その疑問を持つだけで、子どもへのアプローチが180度変わるでしょう。
なにせよ、積み木は空中には積めませんから。したがって、下部のどこから積んでいくと良いかと考えられるのです。
自信のなさ?友人との関わり方?親からの愛情不足?と補い方を見つけようとできます。
まとめ【学習のための積み木】
上位スキルの有無が学力に直結し、身に付いていない場合、できない子認定をされがち。
積み木レンズを通すことで、表面的なできなさではなく、土台の補完が必要だと認識できる。

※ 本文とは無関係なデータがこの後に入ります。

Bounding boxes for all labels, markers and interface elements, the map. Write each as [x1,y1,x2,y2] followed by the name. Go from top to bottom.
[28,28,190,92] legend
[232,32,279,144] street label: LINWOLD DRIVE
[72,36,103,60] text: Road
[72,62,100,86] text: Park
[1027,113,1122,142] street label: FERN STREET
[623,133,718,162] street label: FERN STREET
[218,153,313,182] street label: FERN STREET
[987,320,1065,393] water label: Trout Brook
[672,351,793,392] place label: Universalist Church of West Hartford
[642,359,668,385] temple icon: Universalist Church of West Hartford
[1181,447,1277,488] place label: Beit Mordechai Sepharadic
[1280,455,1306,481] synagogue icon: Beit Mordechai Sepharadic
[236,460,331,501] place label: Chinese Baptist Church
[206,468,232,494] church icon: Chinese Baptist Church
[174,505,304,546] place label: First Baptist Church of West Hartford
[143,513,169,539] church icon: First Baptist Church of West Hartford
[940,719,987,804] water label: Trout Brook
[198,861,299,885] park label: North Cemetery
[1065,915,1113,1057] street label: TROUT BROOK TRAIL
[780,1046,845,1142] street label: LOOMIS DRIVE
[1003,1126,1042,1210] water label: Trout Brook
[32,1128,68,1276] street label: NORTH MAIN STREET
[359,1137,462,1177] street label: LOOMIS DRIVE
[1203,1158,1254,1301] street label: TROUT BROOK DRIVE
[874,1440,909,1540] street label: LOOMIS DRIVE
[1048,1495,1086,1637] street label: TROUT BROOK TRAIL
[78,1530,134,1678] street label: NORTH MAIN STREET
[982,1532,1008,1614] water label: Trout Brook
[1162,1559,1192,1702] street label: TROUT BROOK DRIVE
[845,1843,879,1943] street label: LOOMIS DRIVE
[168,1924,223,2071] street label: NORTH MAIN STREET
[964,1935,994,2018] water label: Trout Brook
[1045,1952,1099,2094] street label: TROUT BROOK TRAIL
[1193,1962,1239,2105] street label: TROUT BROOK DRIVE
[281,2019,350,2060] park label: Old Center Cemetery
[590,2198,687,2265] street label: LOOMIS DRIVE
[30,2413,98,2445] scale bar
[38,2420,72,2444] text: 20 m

学習のための積み木は、一歩離れた視点をもたせてくれる現場の武器になるのではないでしょうか。
非認知能力が高まる環境
では最も気になる、どんな環境が非認知能力を高めるのか、という点です。
まずは結論から。非認知能力が高まる環境とは、
内的動機によるポジティブ行動
自分なりの目的がある行動とは、内的に動機づけられた行動のことです。
要は「誰かに何かをもらえるわけではないが、自分が満たされるからやる」行動です。
例えば、好奇心に満ち溢れ、粘り強く勉強に取り組む子どもがいたとします。
その子どもの目的は、報酬(お金やご褒美)ではないでしょう。
おそらく、知ること自体が楽しいのような理由から、時間を忘れてまで勉強をし続けるのでしょう。
しかも誰から見ても、褒めるに値する行動として受け取られますし、自然と認知能力(学力)も高まります。
このように、非認知能力が発揮された行動が「ポジティブな行動」であると本書では言っています。
つまり、ポジティブ行動が多くなる=非認知能力が身に付いている ことと同義なのです。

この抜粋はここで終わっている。